I am sure our own family’s struggles are small. Last Friday as I left the grocery store, I saw an old man holding the hands of two toddlers—one looked to be 2 ½ years old and the other looked to be 1 ½ years old and they both had big smiles. The boys were tugging on the old man’s hand trying to get him to move faster. They had no clothes on and no shoes on and they were walking on very hot asphalt, and they both had on natty old diapers that looked like they had been wearing for two days. I immediately thought. I need to drop these groceries, pick up these little boys, and take them inside the store to spare their feet. I thought, “I need to ask the man if he needed me to buy clothes, shoes and diapers for them.” My arms were full of groceries, milk, eggs, fruit. I had very little time drive home put my groceries in the fridge and drive to the other side of town to meet Andrew for an important meeting, and I was already running late. I passed on by, and thought surely someone else will feel as I and help this man. I went on about my business.

OF COURSE, I felt horrible leaving them behind. As soon as I reached Andrew I told him what I had seen. Andrew told me I had done a bad thing. I said, “I know.” Andrew would have stopped. He would have simply apologized to me for being late and said that it was important to help these people. And I would have forgiven him recognizing the importance of his good act.

For the next day or so, the scene replayed in my mind over and over. I knew I had done wrong. I confessed, but I have yet to perform my penance. In my head, I think I have made my penance grander than intended. Perhaps no one else stepped up to help the man and boys. And in this day and age it is likely no one did. It was I who was supposed to step up and I passed them by.

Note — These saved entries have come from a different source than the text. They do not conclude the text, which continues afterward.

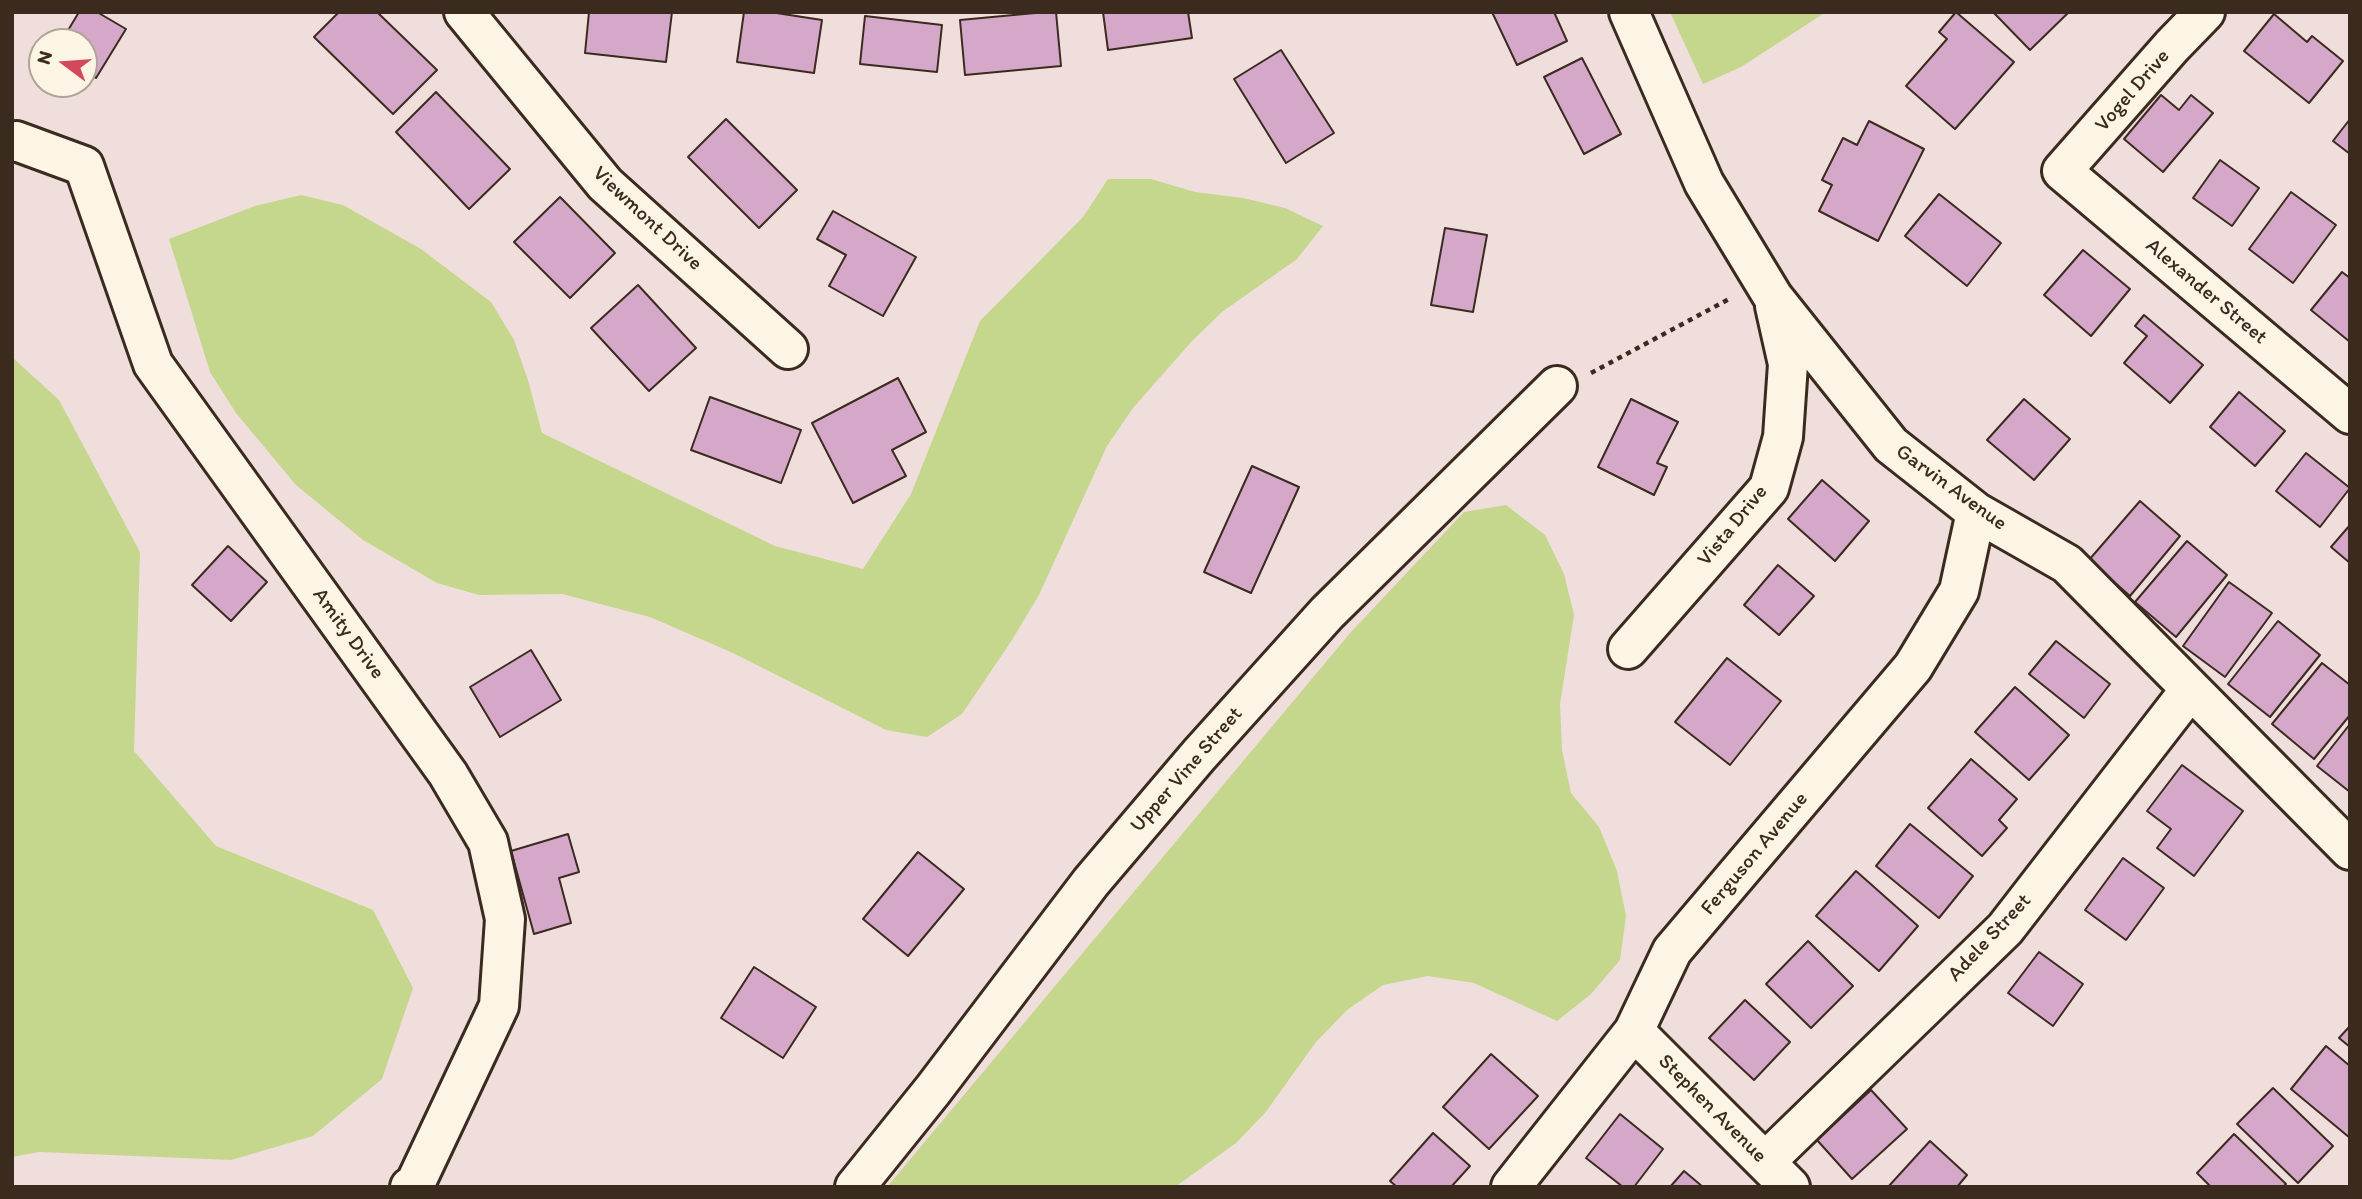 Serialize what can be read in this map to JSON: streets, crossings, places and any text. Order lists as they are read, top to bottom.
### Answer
{
  "streets": {
    "street": [
      "Vogel Drive",
      "Viewmont Drive",
      "Alexander Street",
      "Garvin Avenue",
      "Vista Drive",
      "Amity Drive",
      "Upper Vine Street",
      "Ferguson Avenue",
      "Adele Street",
      "Stephen Avenue"
    ]
  },
  "crossings": [
    ["Vogel Drive", "Alexander Street"],
    ["Garvin Avenue", "Vista Drive"],
    ["Garvin Avenue", "Ferguson Avenue"],
    ["Garvin Avenue", "Adele Street"],
    ["Ferguson Avenue", "Stephen Avenue"],
    ["Adele Street", "Stephen Avenue"]
  ],
  "north": "left"
} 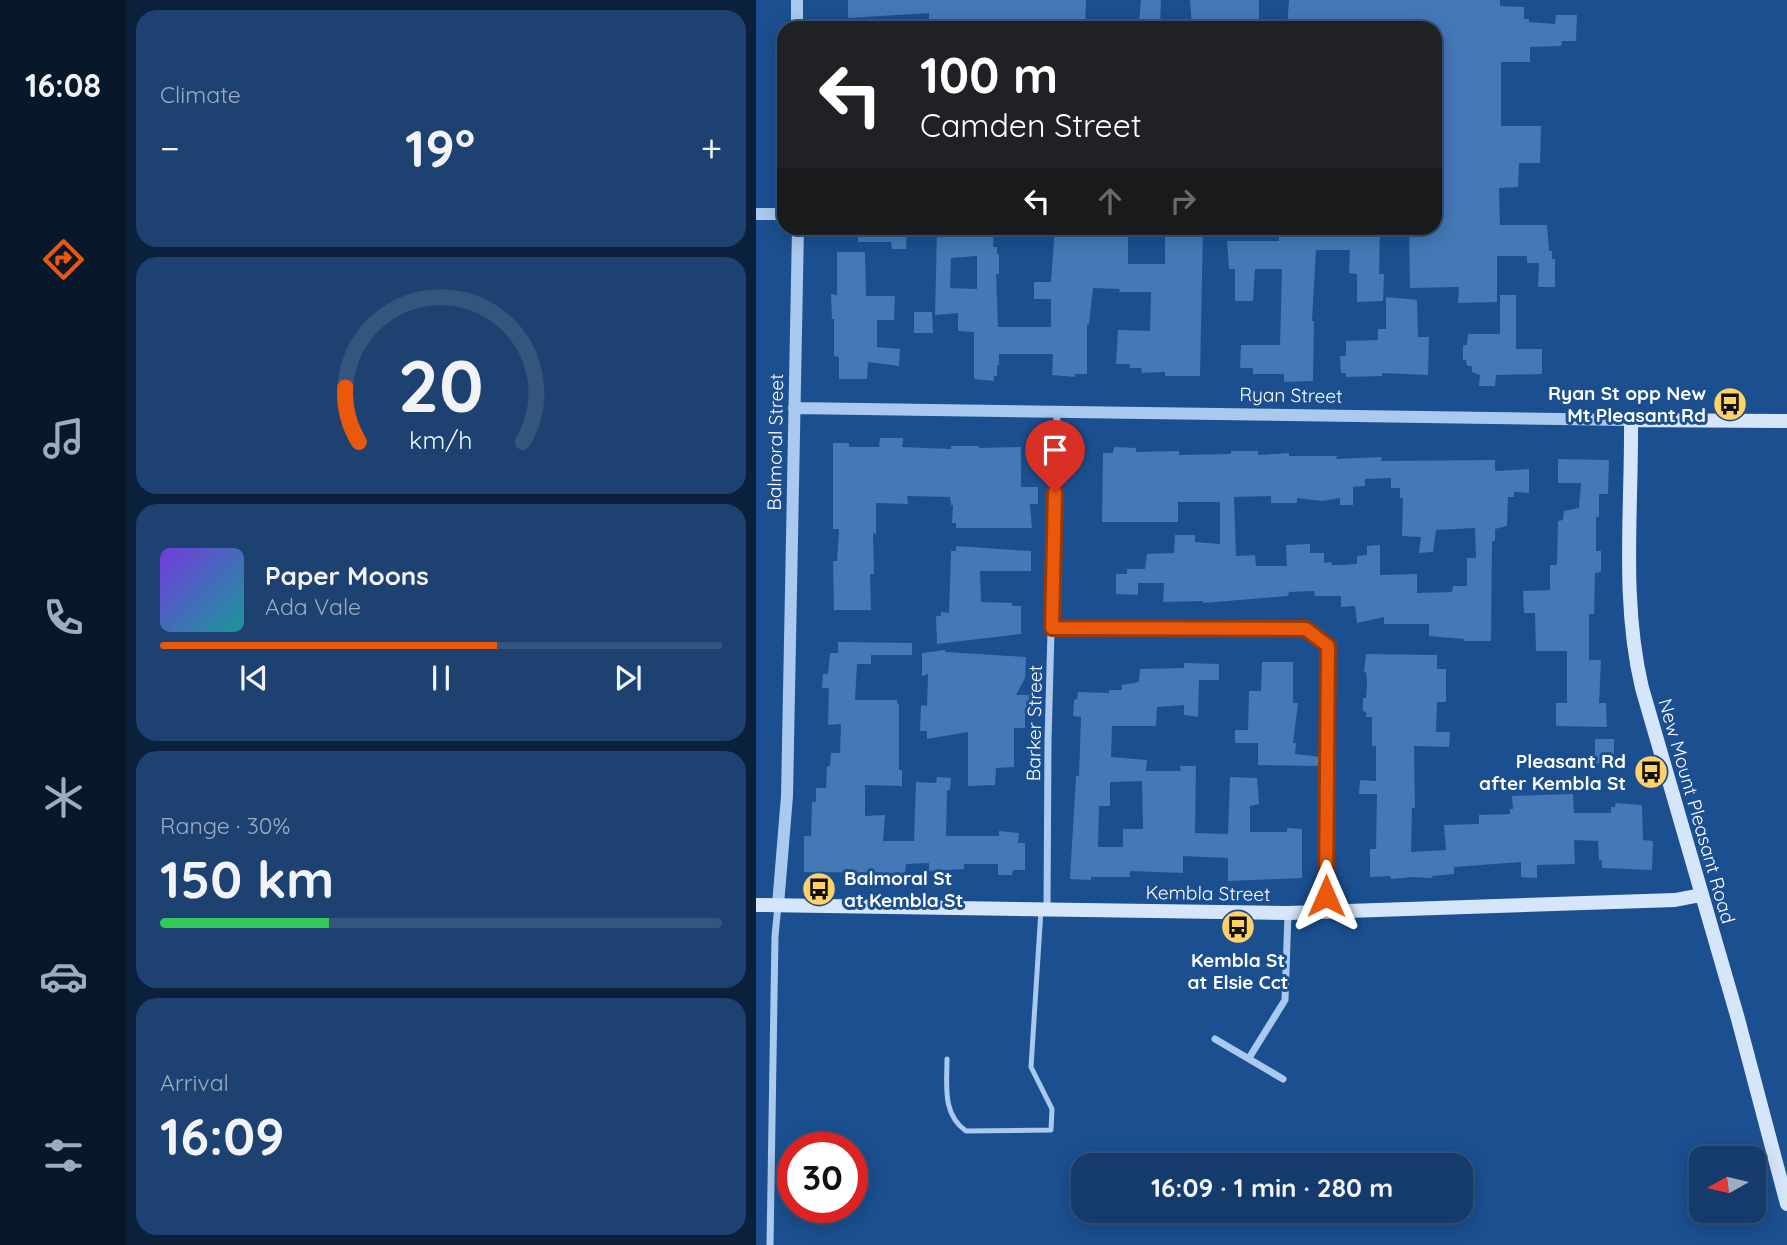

I am sure my troubles are small. In fact, I am sure that they are not large enough, because those who suffer greatly also have much empathy and often give a lot. Don’t be like me! Don’t let my shame be your shame as well. Stop next time you see someone who looks like they need help. No matter what you are doing, no errand, or jug of milk, is so important to not help a fellow human in need. . “'I tell you the truth, whatever you did for one of the least of these brothers of mine, you did for me.'” (Matthew 25:40).

1 comment:

Michelle M. said...

It is significant that you were able to recognize the need for repentance. We are not perfect and blessed with a God who knows this and forgives us our sins. I honestly can't say that I would have done anything different from what you did. May God have mercy on us all.